We present the following graphs that show performance of the Serial versus Parallel Naive Algorithms, the Serial versus Naive Barnes Hut algorithm, and the cost of executing different pieces of code for each portion of our algorithm.
For our Naive code, we run up to 10-20 times faster when we have 5120 balls to compute, and up to a 6 times speedup for 2560 balls. This is most likely due to the parallelism of the force computation. For the Serial code, up to 2.5 seconds were spent on computing the force for 5120 balls. For the parallel code, this force computation takes only a few millseconds. Instead, most of the time is spent in computing ball to ball collisions, which is a fairly expenive operation. We also created another metric in which we calculated how many balls could be calculated at 10 FPS, which would make our GUI run in 'real-time'. For the parallel algorithm, we had up to 3000 balls at 10 fps, whereas the serial code could only manage about 600 balls.

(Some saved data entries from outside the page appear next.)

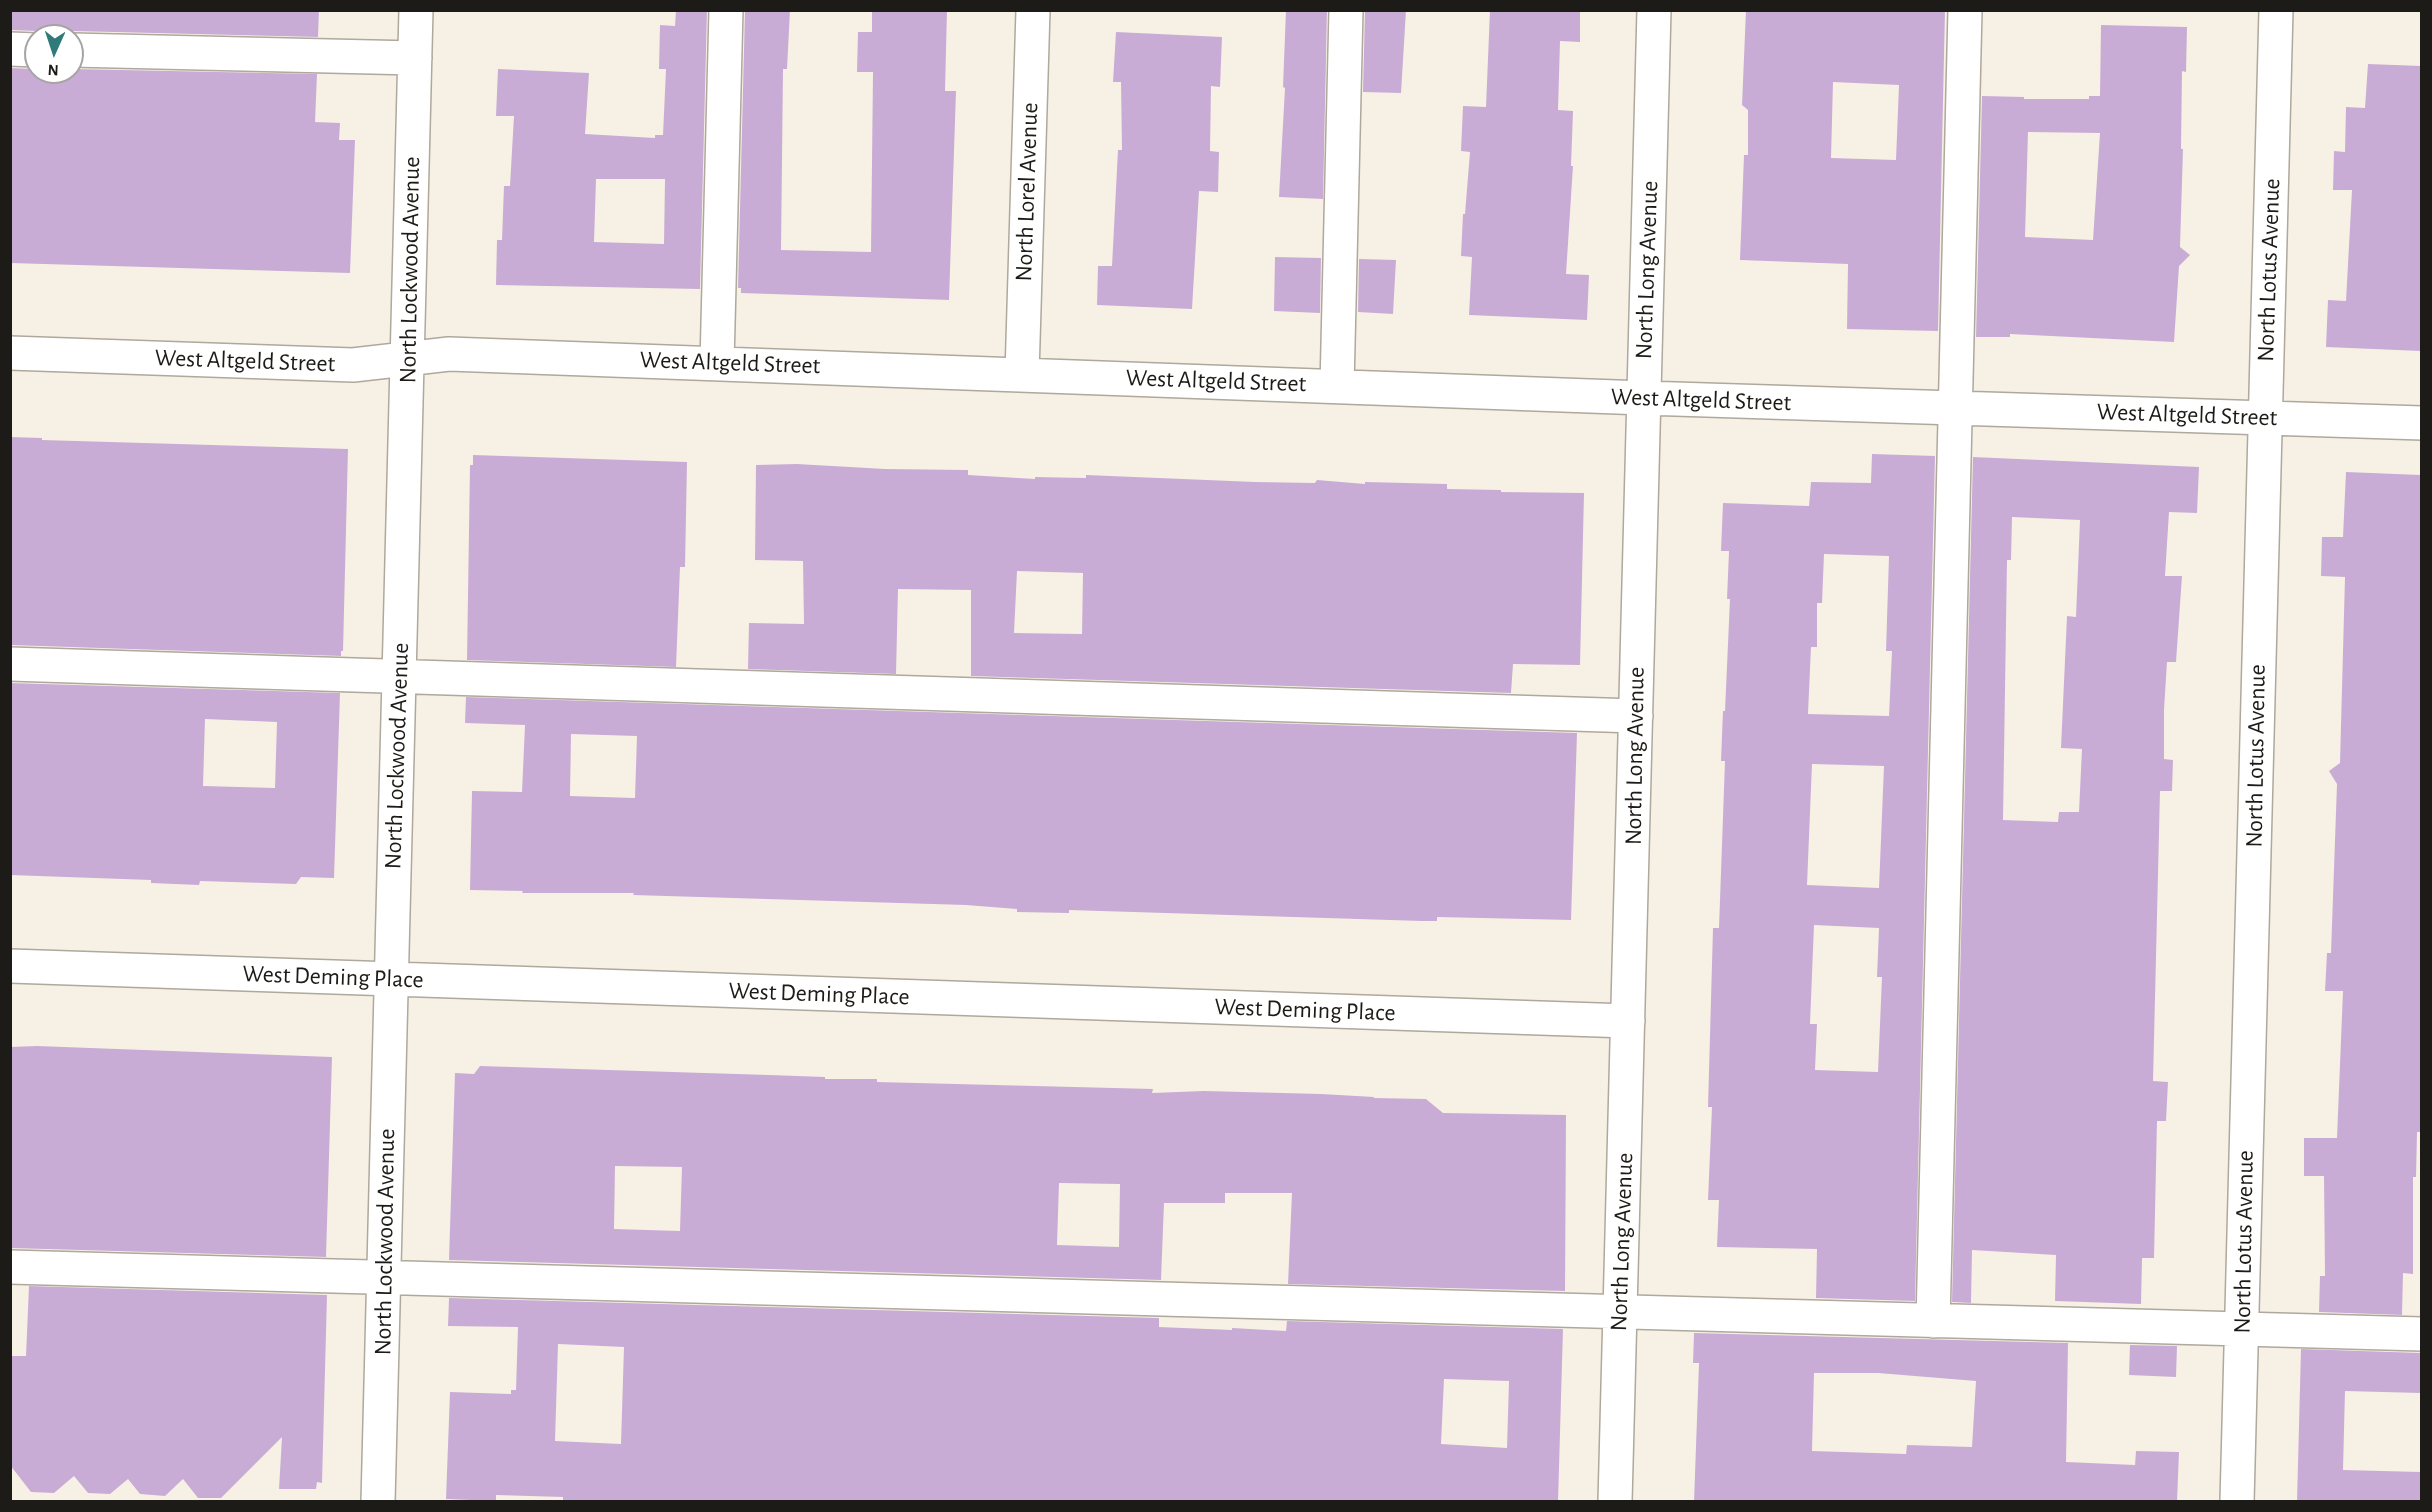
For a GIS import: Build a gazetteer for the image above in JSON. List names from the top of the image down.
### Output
{
  "streets": {
    "street": [
      "North Lorel Avenue",
      "North Lockwood Avenue",
      "North Long Avenue",
      "North Lotus Avenue",
      "West Altgeld Street",
      "West Deming Place"
    ]
  },
  "crossings": [
    ["North Lorel Avenue", "West Altgeld Street"],
    ["North Lockwood Avenue", "West Altgeld Street"],
    ["North Lockwood Avenue", "West Deming Place"],
    ["North Long Avenue", "West Altgeld Street"],
    ["North Long Avenue", "West Deming Place"],
    ["North Lotus Avenue", "West Altgeld Street"]
  ],
  "north": "bottom"
}
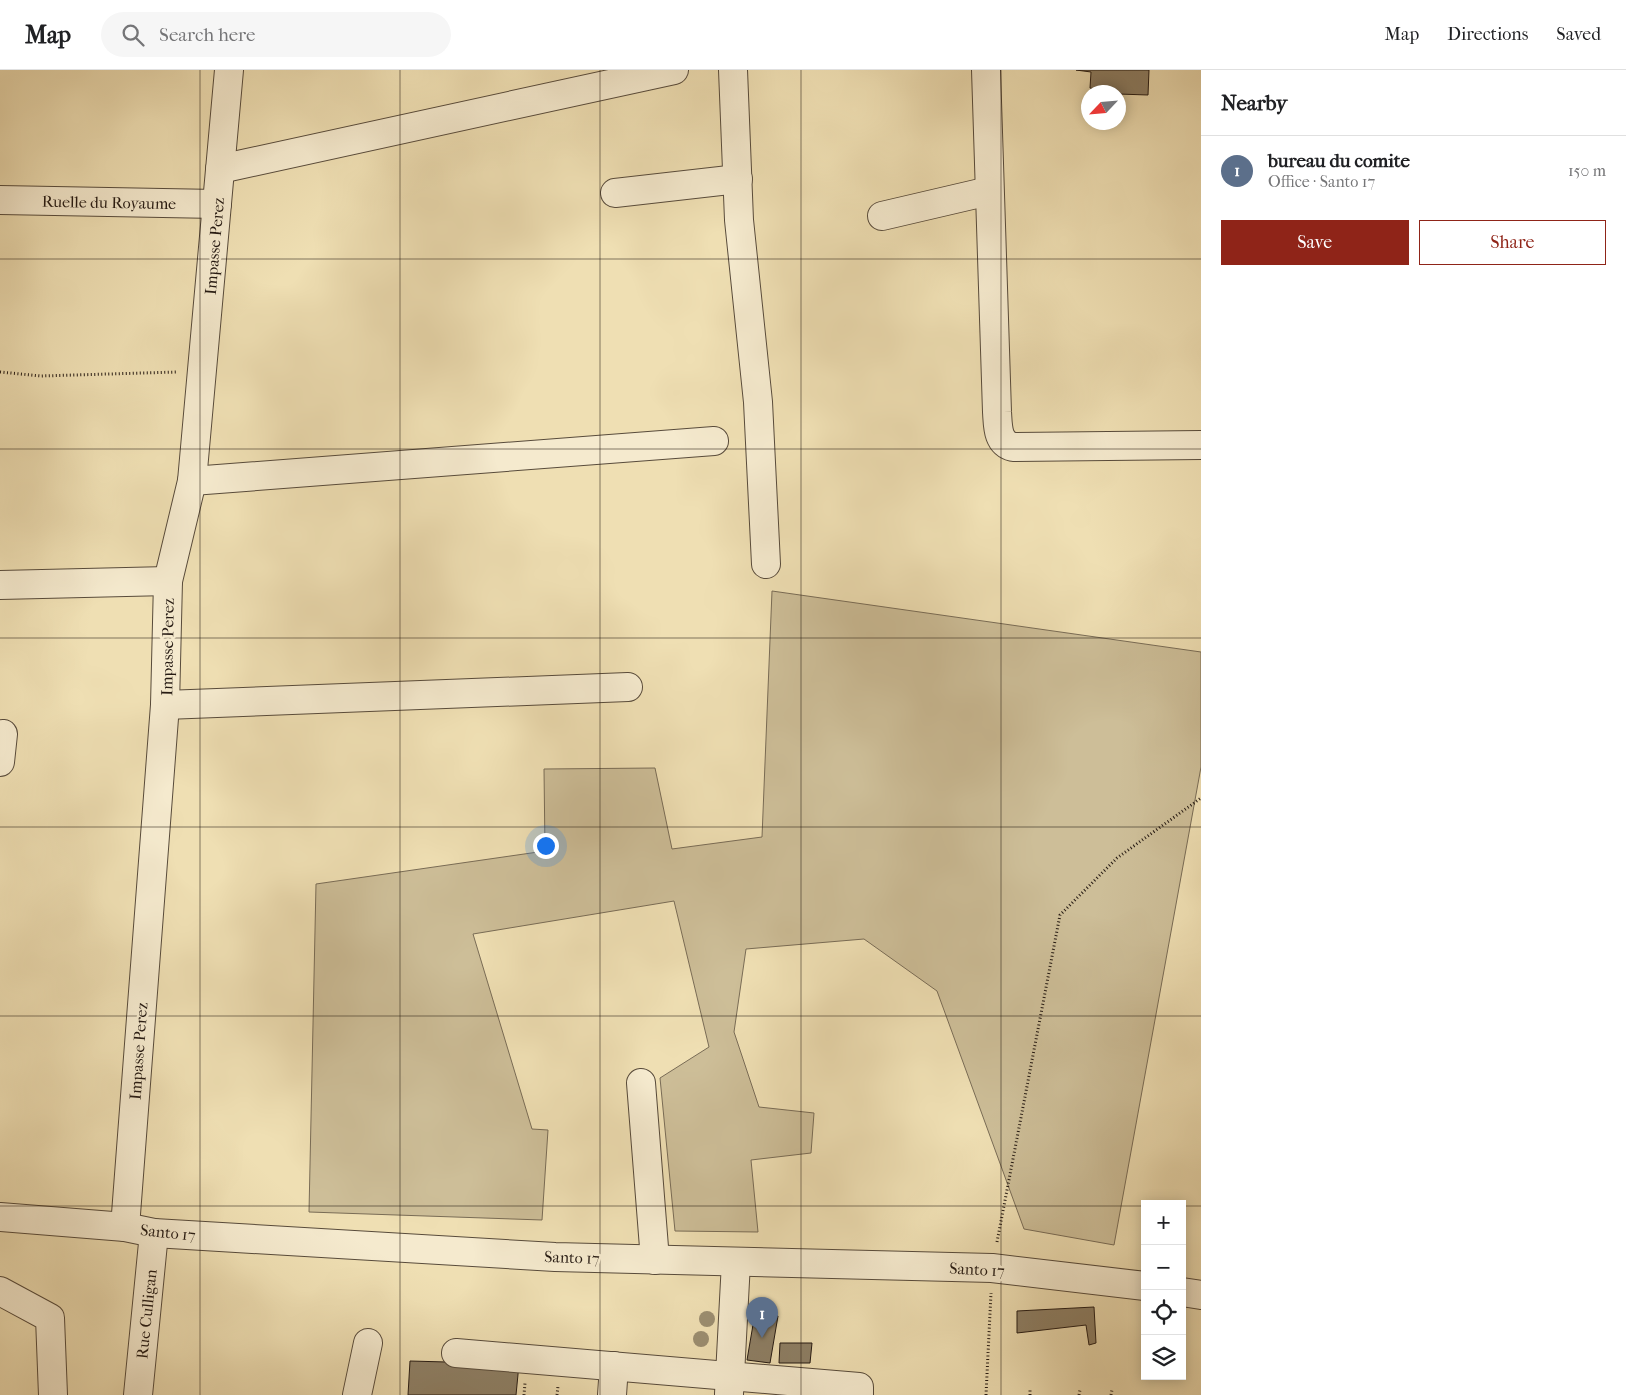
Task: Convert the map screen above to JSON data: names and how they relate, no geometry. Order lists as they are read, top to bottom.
{
  "streets": {
    "street": [
      "Ruelle du Royaume",
      "Impasse Perez",
      "Santo 17",
      "Rue Culligan"
    ]
  },
  "crossings": [
    ["Ruelle du Royaume", "Impasse Perez"],
    ["Impasse Perez", "Santo 17"],
    ["Santo 17", "Rue Culligan"]
  ],
  "north": "bottom left",
  "page": {
    "header": "Map",
    "search": "Search here",
    "nav": ["Map", "Directions", "Saved"],
    "heading": "Nearby",
    "list": [
      {
        "mark": "1",
        "name": "bureau du comite",
        "note": "Office · Santo 17",
        "value": "150 m"
      }
    ],
    "buttons": ["Save", "Share"],
    "map_buttons": ["+", "−"],
    "pins": "1"
  }
}
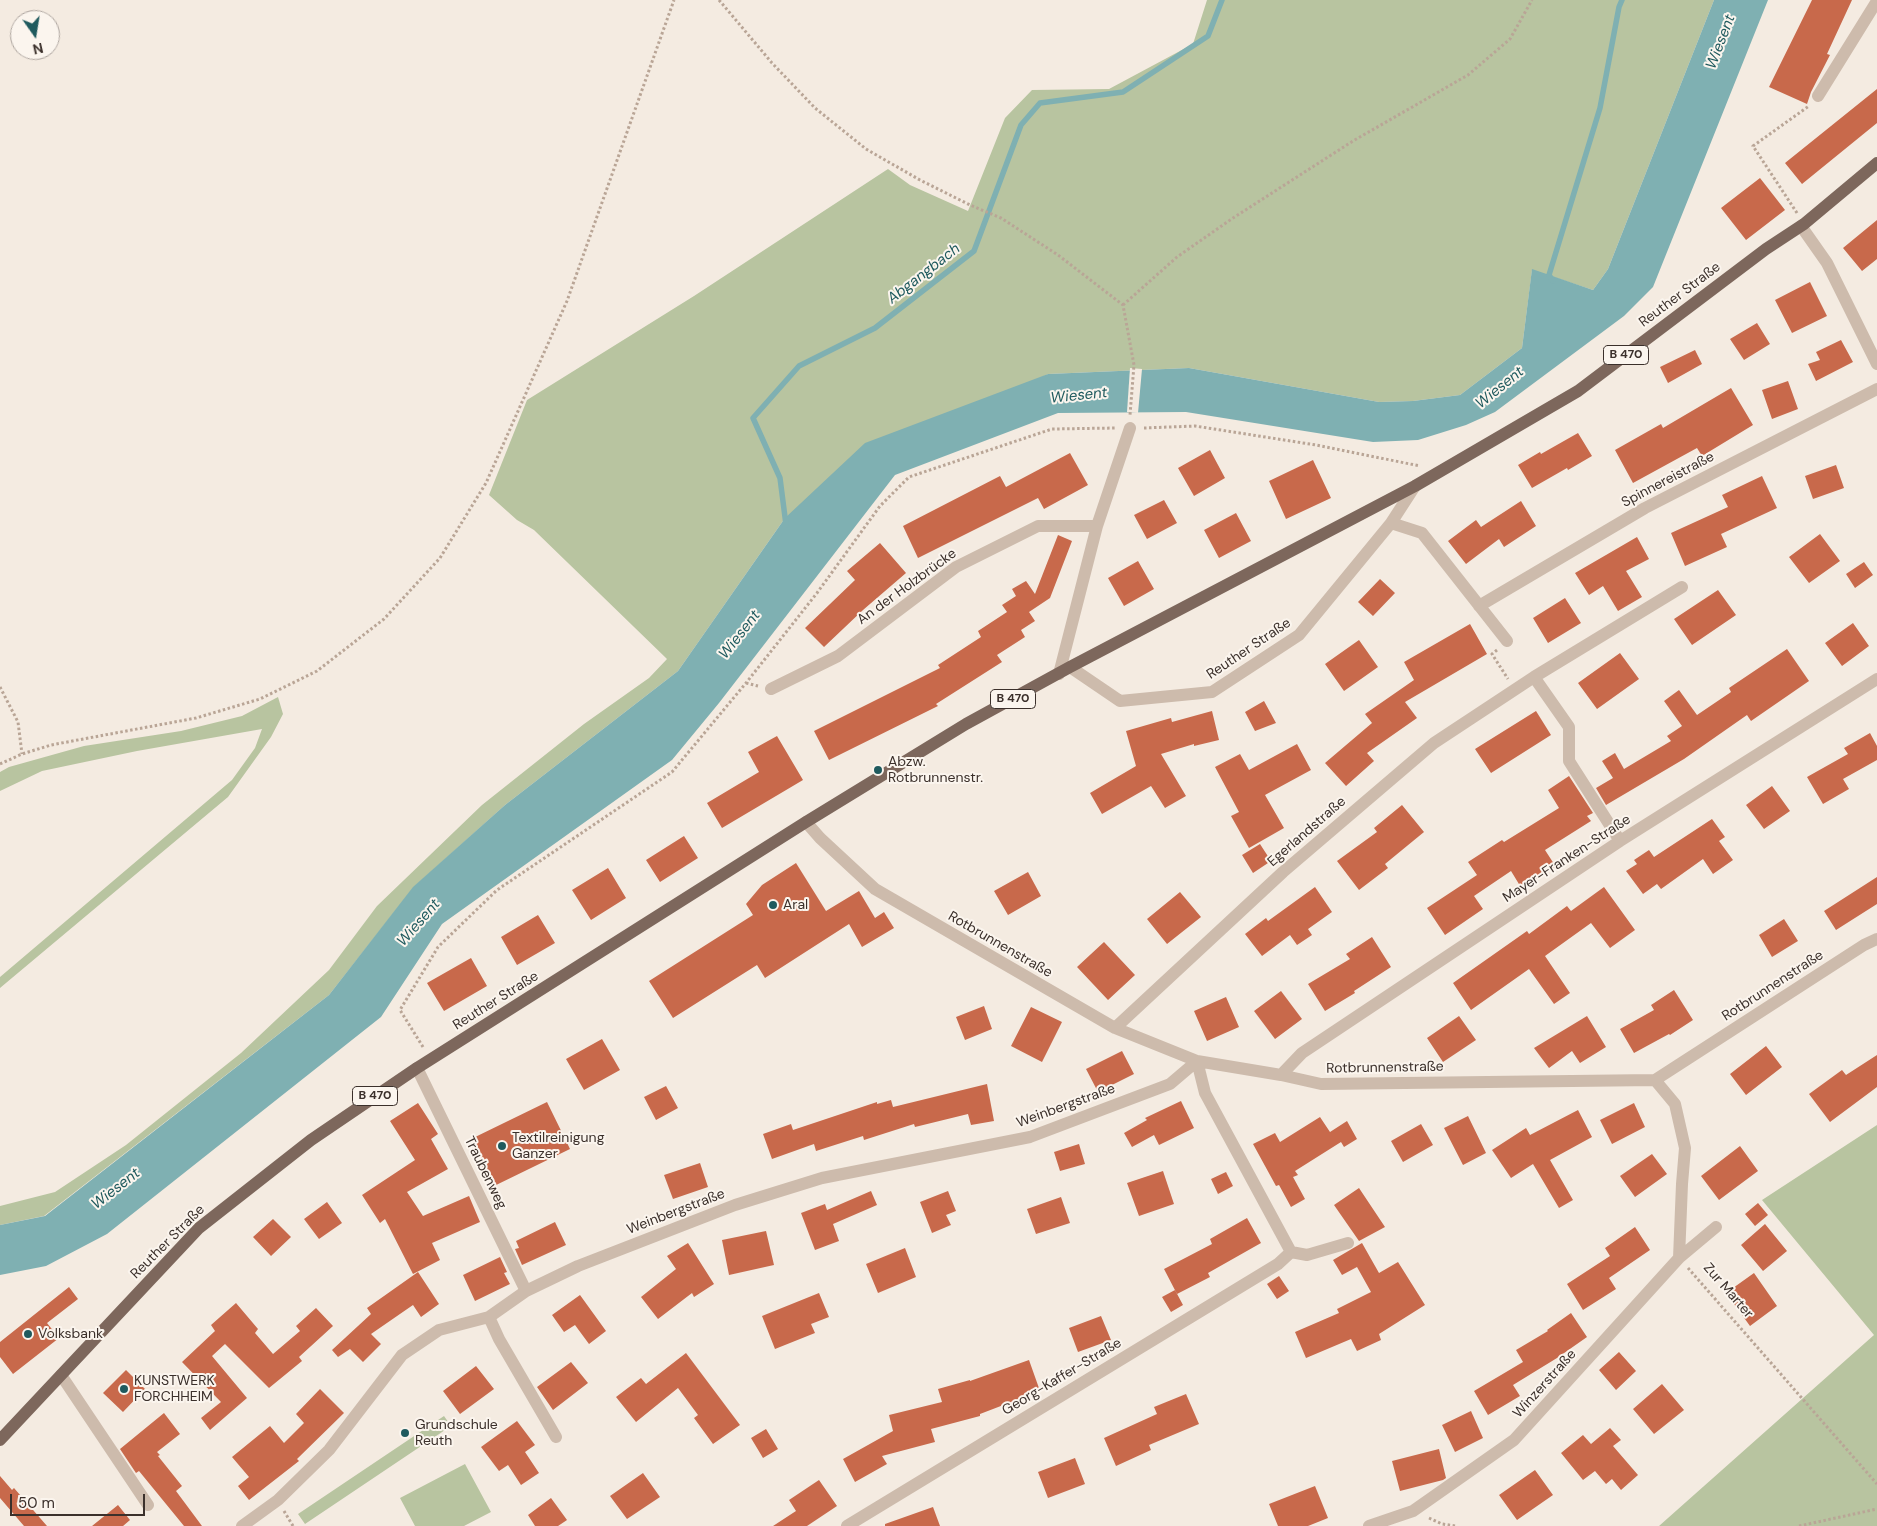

Our parallelism speedup for the naive code was limited partly by the size of the datasets we worked with. In this application, we only consider data up to 5280 balls, which is about the limit of rendering frames at 1FPS in the parallelized code. However, we can see that as we increase the number of balls, the serial code's execution time outpaces that of the parallel code's execution time, resulting a far bigger speedup as we add more balls. I believe that if we add even more balls, we can continue to realize even larger speedups at the cost of rendering our simulation with a UI. Also, in most research application of N-Body simluations, only point masses are considered. This means that collisions are ignored, which results in a lot less computation being done. As we can see in the third graph, the serial code is mostly limited by the force calculations of the balls. When we move to the Force calculation in the parallel version, this is done almost immediately; we are instead limited by the ball-ball collision detections. If we only considered point masses, we would easily be able to realize a 100x speedup or more on smaller datasets.
For the Barnes-Hut code, the overhead of creating the tree far outpaces the amount of speedup we can get for the datasets we are interested in. Up to 3000 balls, it is simply more efficient to run the Barnes-Hut code on a single thread than deal with making the tree in CUDA and working on that in parallel. In addition, the tree grows very quickly compared to the number of balls, which results in a crash due to not enough space on the GPU, which occured as we tried to test even farther than our second graph shows.
Overall, our choice of target machine was sound. N-Body simulation remains to be a massively parallelizable application, which means that CUDA's ability to execute very many threads comes in handy to achieve a sizeable speedup for larger datasets. Videos of our UI can be found above in the Second Progress Report Section.
Both students did and equal amount of work on the entire project.